> PROVIDED DATA
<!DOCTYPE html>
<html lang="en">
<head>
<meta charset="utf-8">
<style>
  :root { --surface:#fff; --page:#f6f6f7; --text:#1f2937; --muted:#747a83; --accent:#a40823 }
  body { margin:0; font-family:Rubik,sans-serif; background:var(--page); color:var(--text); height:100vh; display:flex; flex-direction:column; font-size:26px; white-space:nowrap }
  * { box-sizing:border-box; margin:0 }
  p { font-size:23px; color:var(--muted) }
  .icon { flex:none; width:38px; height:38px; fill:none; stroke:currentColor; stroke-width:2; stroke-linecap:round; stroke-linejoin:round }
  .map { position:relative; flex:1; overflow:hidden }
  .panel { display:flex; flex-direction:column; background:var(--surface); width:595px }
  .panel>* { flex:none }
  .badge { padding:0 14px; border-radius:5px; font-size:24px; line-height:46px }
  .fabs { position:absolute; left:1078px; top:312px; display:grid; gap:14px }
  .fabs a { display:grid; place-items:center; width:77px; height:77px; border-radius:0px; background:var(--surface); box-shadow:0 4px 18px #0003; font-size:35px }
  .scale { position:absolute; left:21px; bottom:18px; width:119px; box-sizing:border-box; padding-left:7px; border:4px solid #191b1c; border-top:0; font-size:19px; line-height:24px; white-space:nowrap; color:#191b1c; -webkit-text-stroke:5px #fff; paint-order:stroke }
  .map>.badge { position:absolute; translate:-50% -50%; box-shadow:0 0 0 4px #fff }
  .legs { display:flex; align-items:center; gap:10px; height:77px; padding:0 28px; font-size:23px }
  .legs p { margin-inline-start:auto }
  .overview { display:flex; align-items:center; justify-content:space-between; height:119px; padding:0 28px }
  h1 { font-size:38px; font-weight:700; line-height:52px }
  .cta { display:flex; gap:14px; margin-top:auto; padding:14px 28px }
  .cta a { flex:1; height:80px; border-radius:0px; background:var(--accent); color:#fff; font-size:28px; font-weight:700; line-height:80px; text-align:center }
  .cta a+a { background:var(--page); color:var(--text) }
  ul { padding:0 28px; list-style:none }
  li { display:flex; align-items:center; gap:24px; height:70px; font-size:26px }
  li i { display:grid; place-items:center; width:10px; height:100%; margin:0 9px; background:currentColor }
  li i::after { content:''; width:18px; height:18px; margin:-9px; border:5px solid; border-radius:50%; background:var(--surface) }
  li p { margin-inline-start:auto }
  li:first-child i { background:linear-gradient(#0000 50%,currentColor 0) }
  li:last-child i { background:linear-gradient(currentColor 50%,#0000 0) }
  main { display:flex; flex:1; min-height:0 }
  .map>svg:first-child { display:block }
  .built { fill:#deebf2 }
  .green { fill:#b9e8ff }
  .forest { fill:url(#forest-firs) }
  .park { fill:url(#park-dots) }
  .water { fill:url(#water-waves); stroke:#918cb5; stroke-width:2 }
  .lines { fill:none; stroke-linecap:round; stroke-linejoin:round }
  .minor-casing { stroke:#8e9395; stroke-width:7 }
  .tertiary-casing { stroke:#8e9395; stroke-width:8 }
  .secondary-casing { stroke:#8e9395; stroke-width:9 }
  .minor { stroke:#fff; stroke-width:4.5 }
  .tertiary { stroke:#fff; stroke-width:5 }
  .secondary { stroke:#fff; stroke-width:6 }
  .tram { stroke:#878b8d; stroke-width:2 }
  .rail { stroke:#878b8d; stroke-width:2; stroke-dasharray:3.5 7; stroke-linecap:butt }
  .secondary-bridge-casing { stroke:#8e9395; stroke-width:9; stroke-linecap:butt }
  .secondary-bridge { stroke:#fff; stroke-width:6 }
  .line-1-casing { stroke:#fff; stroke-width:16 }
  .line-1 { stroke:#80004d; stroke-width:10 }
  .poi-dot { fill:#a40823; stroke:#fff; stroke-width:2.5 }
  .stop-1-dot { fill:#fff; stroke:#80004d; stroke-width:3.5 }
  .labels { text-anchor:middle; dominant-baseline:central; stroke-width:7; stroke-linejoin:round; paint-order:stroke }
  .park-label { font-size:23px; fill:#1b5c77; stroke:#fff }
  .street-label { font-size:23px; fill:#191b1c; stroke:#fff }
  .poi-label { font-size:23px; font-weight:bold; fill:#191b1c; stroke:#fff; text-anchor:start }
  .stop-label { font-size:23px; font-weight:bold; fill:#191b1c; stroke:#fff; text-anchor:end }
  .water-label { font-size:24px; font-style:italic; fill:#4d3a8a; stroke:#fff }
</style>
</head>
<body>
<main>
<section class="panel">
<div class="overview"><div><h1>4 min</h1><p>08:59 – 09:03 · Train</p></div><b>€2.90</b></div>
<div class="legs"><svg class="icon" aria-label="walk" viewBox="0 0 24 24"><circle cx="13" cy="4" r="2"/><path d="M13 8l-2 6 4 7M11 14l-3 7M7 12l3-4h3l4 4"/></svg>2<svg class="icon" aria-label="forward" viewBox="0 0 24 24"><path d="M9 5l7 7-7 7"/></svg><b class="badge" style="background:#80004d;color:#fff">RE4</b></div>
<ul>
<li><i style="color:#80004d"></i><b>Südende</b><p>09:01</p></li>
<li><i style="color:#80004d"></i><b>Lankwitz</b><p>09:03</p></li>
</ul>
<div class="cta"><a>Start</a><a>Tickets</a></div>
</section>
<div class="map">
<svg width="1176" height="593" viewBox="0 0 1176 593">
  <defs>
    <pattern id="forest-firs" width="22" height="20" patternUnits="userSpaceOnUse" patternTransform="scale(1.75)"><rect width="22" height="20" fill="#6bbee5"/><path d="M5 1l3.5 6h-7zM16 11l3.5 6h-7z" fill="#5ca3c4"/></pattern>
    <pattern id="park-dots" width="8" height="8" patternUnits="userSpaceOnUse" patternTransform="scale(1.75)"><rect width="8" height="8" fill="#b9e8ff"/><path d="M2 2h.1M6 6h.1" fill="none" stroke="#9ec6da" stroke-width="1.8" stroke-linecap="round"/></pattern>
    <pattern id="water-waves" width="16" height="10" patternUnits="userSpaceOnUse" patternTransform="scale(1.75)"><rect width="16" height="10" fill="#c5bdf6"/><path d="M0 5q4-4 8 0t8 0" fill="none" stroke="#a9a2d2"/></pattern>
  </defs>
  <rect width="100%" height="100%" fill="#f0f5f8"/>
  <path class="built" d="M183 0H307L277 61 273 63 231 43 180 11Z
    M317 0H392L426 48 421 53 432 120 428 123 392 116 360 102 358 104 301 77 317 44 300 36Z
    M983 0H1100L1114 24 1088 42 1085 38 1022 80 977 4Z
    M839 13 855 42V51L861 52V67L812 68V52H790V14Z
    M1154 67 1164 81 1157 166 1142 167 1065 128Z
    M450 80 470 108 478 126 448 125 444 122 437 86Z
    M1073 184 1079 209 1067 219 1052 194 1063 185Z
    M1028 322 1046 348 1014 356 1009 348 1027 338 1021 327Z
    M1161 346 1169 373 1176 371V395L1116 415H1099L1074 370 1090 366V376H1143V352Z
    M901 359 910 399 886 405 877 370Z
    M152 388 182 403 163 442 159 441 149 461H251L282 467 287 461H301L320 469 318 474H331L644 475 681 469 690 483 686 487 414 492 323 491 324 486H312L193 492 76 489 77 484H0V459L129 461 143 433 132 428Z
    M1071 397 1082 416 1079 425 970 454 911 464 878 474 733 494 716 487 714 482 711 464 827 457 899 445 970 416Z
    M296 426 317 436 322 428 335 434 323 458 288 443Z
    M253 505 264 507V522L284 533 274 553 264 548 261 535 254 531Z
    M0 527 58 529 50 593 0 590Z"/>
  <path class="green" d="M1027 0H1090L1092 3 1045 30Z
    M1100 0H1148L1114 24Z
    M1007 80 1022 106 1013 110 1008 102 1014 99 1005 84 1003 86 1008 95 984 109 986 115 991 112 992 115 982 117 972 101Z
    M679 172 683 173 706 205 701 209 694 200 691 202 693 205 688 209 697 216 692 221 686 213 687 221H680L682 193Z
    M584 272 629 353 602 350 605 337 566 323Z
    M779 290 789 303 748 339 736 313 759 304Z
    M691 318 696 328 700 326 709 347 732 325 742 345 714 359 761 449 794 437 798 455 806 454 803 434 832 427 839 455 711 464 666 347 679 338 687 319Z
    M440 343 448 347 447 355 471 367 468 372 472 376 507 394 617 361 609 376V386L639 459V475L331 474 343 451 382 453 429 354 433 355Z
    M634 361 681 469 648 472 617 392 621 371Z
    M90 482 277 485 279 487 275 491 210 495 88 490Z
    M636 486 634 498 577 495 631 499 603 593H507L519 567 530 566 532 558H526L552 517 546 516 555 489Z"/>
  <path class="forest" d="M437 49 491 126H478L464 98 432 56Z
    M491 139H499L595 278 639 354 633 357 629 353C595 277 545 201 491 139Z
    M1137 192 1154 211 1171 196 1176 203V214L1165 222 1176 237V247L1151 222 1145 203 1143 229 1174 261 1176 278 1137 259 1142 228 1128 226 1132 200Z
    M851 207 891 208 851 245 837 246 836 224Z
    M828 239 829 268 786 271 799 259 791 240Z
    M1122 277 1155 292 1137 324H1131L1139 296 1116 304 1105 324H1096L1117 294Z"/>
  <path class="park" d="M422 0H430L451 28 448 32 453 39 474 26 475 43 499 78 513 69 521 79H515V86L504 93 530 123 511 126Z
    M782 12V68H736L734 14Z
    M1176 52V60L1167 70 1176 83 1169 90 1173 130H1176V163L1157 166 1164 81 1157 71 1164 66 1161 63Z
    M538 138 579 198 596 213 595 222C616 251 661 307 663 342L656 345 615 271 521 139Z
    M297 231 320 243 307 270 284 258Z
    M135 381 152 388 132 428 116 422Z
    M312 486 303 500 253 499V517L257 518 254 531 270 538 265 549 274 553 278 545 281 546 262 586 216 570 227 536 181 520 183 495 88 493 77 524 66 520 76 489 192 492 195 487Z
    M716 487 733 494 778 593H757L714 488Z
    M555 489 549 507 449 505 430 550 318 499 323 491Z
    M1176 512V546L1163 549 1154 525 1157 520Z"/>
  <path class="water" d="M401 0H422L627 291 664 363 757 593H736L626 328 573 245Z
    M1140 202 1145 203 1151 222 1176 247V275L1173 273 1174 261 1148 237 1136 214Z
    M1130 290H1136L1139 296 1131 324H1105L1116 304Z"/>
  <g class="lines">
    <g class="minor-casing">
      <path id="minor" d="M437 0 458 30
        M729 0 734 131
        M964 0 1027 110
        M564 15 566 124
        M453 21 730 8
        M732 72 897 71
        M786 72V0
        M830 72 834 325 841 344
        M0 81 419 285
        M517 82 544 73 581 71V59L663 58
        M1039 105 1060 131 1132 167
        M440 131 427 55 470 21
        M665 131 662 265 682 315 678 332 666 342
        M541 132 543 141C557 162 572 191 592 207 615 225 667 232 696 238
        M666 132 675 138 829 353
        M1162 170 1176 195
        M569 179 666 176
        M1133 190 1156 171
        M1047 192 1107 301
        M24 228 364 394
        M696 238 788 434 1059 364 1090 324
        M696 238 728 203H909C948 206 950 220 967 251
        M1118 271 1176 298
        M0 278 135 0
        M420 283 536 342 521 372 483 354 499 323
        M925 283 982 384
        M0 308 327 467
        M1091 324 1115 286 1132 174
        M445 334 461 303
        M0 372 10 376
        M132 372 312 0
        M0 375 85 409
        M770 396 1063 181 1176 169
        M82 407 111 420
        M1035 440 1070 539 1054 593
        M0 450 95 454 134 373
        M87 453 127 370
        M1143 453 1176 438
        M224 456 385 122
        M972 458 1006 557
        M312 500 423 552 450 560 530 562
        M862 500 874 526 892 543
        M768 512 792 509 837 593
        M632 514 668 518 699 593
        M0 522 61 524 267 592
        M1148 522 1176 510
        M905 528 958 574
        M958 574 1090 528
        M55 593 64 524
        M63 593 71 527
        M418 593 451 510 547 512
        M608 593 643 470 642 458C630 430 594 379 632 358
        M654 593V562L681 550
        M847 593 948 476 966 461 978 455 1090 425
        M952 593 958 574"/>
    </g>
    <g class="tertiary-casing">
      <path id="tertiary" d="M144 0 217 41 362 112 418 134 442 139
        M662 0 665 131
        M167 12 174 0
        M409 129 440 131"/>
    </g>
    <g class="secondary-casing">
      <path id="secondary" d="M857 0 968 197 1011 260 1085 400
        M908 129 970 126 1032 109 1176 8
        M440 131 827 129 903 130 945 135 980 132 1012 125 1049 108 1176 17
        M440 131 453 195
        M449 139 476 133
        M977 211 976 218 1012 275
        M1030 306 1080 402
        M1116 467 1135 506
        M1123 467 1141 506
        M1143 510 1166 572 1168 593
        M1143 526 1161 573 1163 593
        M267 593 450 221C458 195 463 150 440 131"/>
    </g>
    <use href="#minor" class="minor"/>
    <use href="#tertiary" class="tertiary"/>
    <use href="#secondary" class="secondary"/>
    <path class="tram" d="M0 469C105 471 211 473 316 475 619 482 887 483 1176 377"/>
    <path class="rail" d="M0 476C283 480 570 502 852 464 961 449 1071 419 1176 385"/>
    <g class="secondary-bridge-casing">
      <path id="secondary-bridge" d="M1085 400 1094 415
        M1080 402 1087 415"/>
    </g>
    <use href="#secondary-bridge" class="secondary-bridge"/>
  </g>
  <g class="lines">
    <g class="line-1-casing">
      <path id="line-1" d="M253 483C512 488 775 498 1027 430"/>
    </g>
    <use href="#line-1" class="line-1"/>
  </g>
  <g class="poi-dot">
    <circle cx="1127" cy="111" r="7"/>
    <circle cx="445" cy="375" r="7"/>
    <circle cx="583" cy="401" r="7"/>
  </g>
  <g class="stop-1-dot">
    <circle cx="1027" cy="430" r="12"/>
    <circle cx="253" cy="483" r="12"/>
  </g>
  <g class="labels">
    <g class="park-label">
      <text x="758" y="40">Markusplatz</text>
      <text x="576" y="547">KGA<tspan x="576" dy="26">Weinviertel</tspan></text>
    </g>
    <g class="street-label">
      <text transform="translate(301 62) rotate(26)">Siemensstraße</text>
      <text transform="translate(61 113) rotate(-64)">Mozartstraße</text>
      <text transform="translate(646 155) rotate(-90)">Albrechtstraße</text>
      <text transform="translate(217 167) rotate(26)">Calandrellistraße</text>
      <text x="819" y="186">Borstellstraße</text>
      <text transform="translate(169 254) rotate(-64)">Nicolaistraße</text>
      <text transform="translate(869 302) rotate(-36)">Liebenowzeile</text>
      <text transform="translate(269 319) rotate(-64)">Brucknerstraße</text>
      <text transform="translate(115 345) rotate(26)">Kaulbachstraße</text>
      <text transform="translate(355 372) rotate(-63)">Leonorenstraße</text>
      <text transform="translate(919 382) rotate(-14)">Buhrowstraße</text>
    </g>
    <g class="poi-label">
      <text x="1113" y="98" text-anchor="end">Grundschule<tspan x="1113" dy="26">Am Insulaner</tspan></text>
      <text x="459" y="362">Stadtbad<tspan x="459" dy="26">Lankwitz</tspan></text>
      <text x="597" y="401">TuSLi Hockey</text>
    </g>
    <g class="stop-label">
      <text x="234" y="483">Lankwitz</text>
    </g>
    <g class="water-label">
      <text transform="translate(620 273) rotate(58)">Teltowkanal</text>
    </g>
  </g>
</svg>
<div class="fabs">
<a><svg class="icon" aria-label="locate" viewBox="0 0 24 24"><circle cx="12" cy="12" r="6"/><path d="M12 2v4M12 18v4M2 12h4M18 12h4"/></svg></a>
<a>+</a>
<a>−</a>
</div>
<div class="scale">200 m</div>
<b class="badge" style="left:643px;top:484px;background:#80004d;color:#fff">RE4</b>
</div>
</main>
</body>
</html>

> PROBLEM TO SOLVE
When you reach the line with "position:relative; flex:1; overflow:hidden" in the records above, start writing out lines exactly, and stop once the line with "padding:0 28px; list-style:none" has been written; include nothing else.

> RESULT FOR THIS TASK
  .map { position:relative; flex:1; overflow:hidden }
  .panel { display:flex; flex-direction:column; background:var(--surface); width:595px }
  .panel>* { flex:none }
  .badge { padding:0 14px; border-radius:5px; font-size:24px; line-height:46px }
  .fabs { position:absolute; left:1078px; top:312px; display:grid; gap:14px }
  .fabs a { display:grid; place-items:center; width:77px; height:77px; border-radius:0px; background:var(--surface); box-shadow:0 4px 18px #0003; font-size:35px }
  .scale { position:absolute; left:21px; bottom:18px; width:119px; box-sizing:border-box; padding-left:7px; border:4px solid #191b1c; border-top:0; font-size:19px; line-height:24px; white-space:nowrap; color:#191b1c; -webkit-text-stroke:5px #fff; paint-order:stroke }
  .map>.badge { position:absolute; translate:-50% -50%; box-shadow:0 0 0 4px #fff }
  .legs { display:flex; align-items:center; gap:10px; height:77px; padding:0 28px; font-size:23px }
  .legs p { margin-inline-start:auto }
  .overview { display:flex; align-items:center; justify-content:space-between; height:119px; padding:0 28px }
  h1 { font-size:38px; font-weight:700; line-height:52px }
  .cta { display:flex; gap:14px; margin-top:auto; padding:14px 28px }
  .cta a { flex:1; height:80px; border-radius:0px; background:var(--accent); color:#fff; font-size:28px; font-weight:700; line-height:80px; text-align:center }
  .cta a+a { background:var(--page); color:var(--text) }
  ul { padding:0 28px; list-style:none }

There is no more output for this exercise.